Parsing JSON file in Python for "Phantom Data Analysis"¶
Written by: Ashok Tiwari, PhD Candidate, Department of Radiology and Physics, University of Iowa,¶
Date: 4/24/2020
Concept: John Sunderland, PhD¶
Revised at: 05/31/2021¶
To make it comprehendible and to speed up the process, you can restart the kernel and re-run the whole code or cells in notebook. To execute all code cells in your notebook, click Run all (right hand facing double arrow head) on the Jupyter notebook toolbar or press Ctrl + Shift + Alt + Enter.¶
In [1]:
import json
import pandas as pd
from pandas import DataFrame
from pandas.io.json import json_normalize
# To make a printed line bold
from IPython.display import Markdown, display
def printmd(string):
display(Markdown(string))
The cells with # sign is the comment, code is self-explanatory.¶
To run this code step by step, click inside each cell then press: (shift + enter), or you can use Run command
Useful tips:¶
- Q. How to download Jupyter notebook and run this code?

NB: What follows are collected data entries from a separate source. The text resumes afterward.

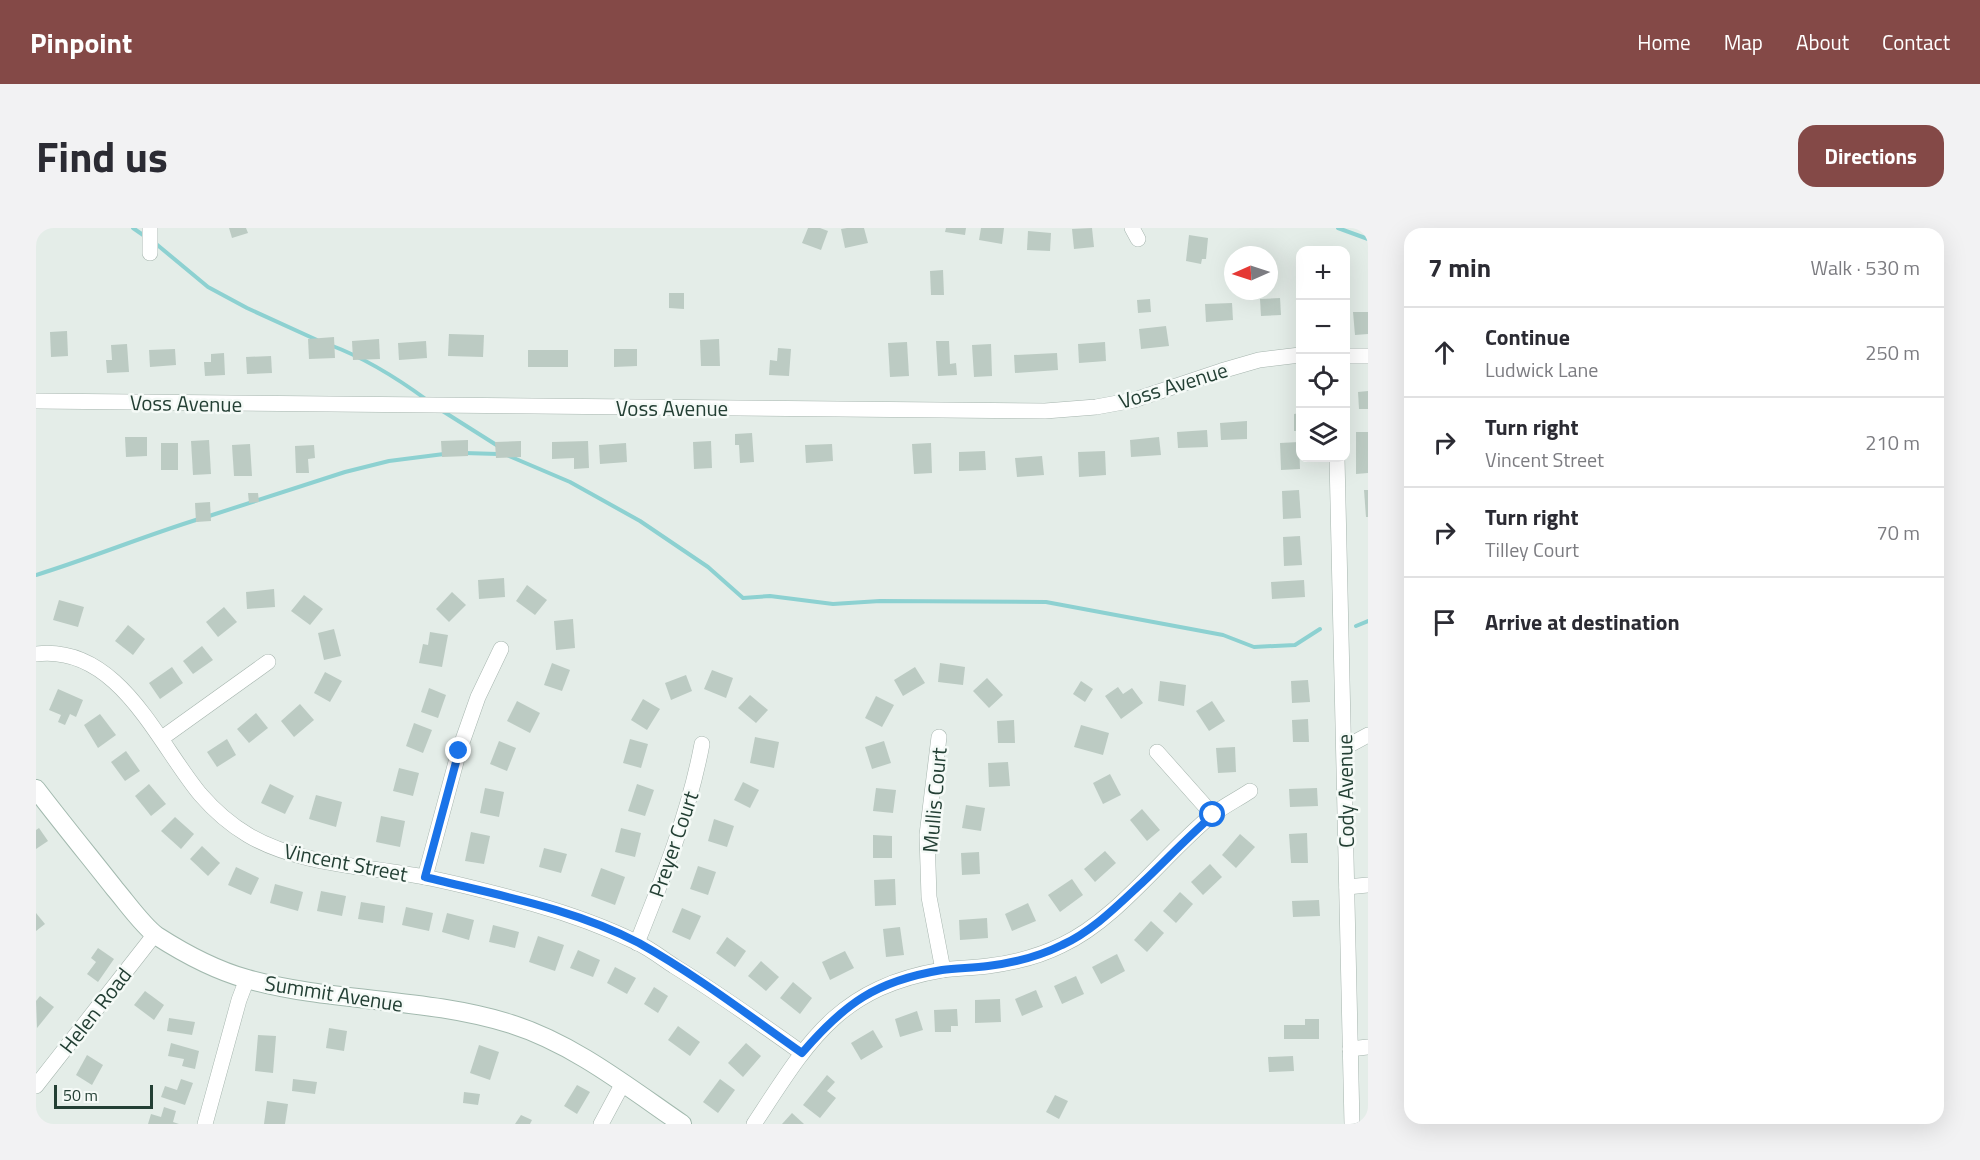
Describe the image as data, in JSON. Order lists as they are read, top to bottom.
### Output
{
  "streets": {
    "main road": ["Summit Avenue"],
    "street": [
      "Voss Avenue",
      "Cody Avenue",
      "Mullis Court",
      "Preyer Court",
      "Vincent Street",
      "Helen Road"
    ]
  },
  "crossings": [
    ["Preyer Court", "Vincent Street"],
    ["Summit Avenue", "Helen Road"]
  ],
  "scale_bar": "50 m",
  "north": "left",
  "page": {
    "header": "Pinpoint",
    "nav": [
      "Home",
      "Map",
      "About",
      "Contact"
    ],
    "title": "Find us",
    "buttons": "Directions",
    "heading": ["7 min", "Walk · 530 m"],
    "map_buttons": ["+", "−"],
    "list": [
      ["Continue", "Ludwick Lane", "250 m"],
      ["Turn right", "Vincent Street", "210 m"],
      ["Turn right", "Tilley Court", "70 m"],
      "Arrive at destination"
    ],
    "scale": "50 m"
  }
}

- Go to: Link here select Operating system and download it, then install the program, just follow the on-screen instructions
- Then you should be good to go.
- On MAC OS, click on lunchpad, choose Anaocnda Navigator, then find Jupyter Notebook and lunch it
- On Windows, typ Jupyter Notebook in search box near the start menu, then it should start
- After opening an application it should direct you to the browser
Wait: Select a file for analysis using the dialog box¶
In [2]:
import tkinter as tk
from tkinter import filedialog
window = tk.Tk()
window.wm_attributes('-topmost', 1)
window.withdraw() # this supress the tk window, we don't need it
filename = filedialog.askopenfilename(parent=window,
initialdir="",
title="Select A File",
filetypes = (("Text files", "*.txt"), ("JSON files", "*.json"), ("All files", "*")))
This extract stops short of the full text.